As I mentioned yesterday, a group of bloggers traveled to ThomsonReuters (TR) in Eagan, Minnesota earlier this week to get a first-hand look at WestlawNext (WLN) and talk with the Project Cobalt team, meet briefly with TR’s CEO of Legal, Peter Warwick, and discuss the the functionality of WLN with Westlaw’s Reference Attorney staff. There are a number of articles that are out from other bloggers that a range of issues from Lisa Solomon’s discussion of Product & Pricing; Jason Eiseman’s video interview of myself me, Tom Boone and Jason Wilson; Robert Ambrogi’s discussion of West Search functionality; Betsy McKenzie’s view of WLN from an academic perspective; Ken Adam’s survey on CALR value in contract drafting; David Bilinsky’s Top 10 list about WLN, and; Simon Chester’s discussion of WLR from a Canadian perspective. I wanted to take a different approach and talk about the back-end structure of the new West Search Engine and how they have used Knowledge Management theories to create an algorithm that looks to be much better than the current search results.

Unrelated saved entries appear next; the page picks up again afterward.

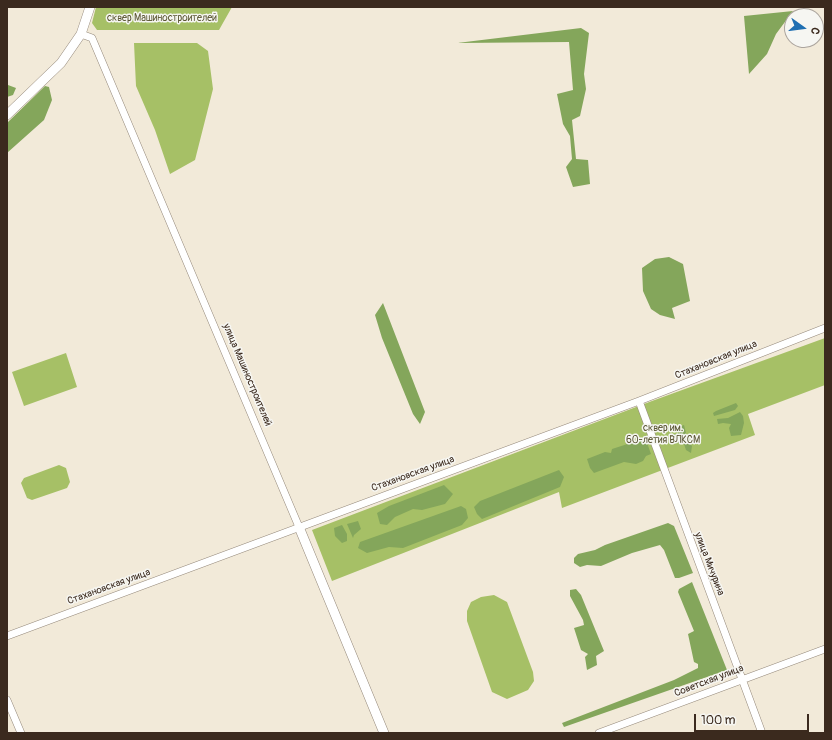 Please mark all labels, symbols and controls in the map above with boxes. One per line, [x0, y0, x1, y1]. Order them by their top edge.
north arrow [784, 8, 824, 48]
park label: сквер Машиностроителей [107, 12, 217, 24]
text: С [808, 26, 822, 36]
street label: улица Машиностроителей [220, 322, 274, 428]
street label: Стахановская улица [673, 338, 759, 382]
park label: сквер им. 60-летия ВЛКСМ [626, 422, 700, 446]
street label: Стахановская улица [370, 453, 456, 495]
street label: улица Мичурина [691, 531, 727, 597]
street label: Стахановская улица [66, 566, 152, 608]
street label: Советская улица [673, 662, 745, 700]
scale bar [696, 706, 811, 732]
text: 100 m [701, 713, 735, 728] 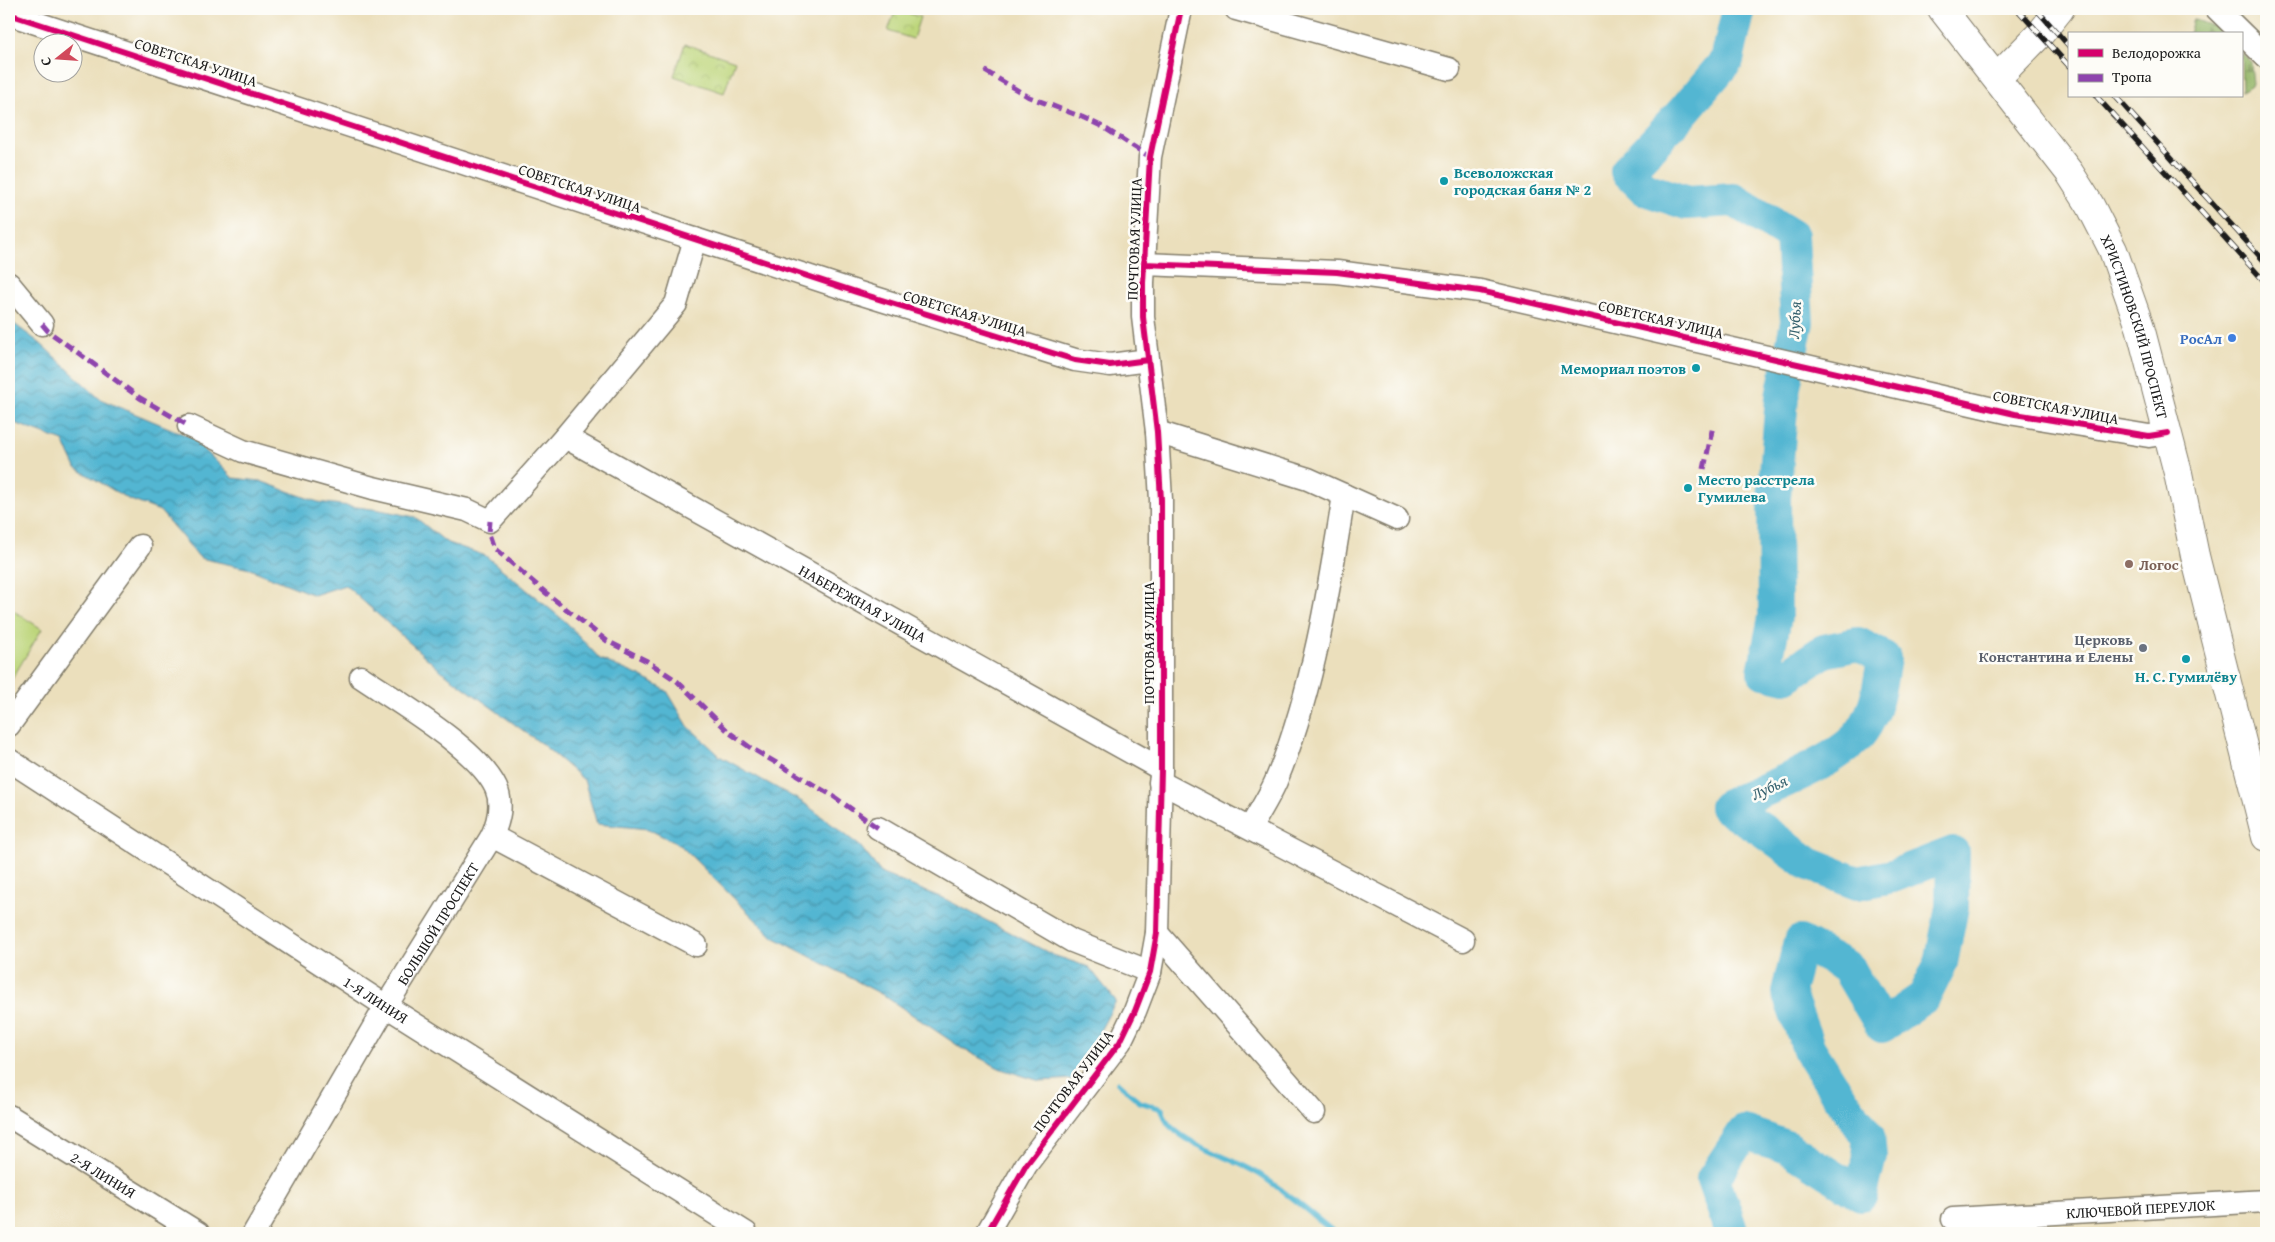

WestSearch – Leveraging 100+ Years of Knowledge
Westlaw has compiled millions of pieces of value-added information through editorial analysis of its research attorneys, but that information has been compartmentalized into individual databases and has had a slow transition from the traditional print uses of this information to the computer database search engines. Even when West created KeyCite as a competitor to Shepard’s, it was pretty much still a stand-alone citation system that added-value to the individual cases and statutes, but not really a great enhancement to how searchers retrieved results from their searches.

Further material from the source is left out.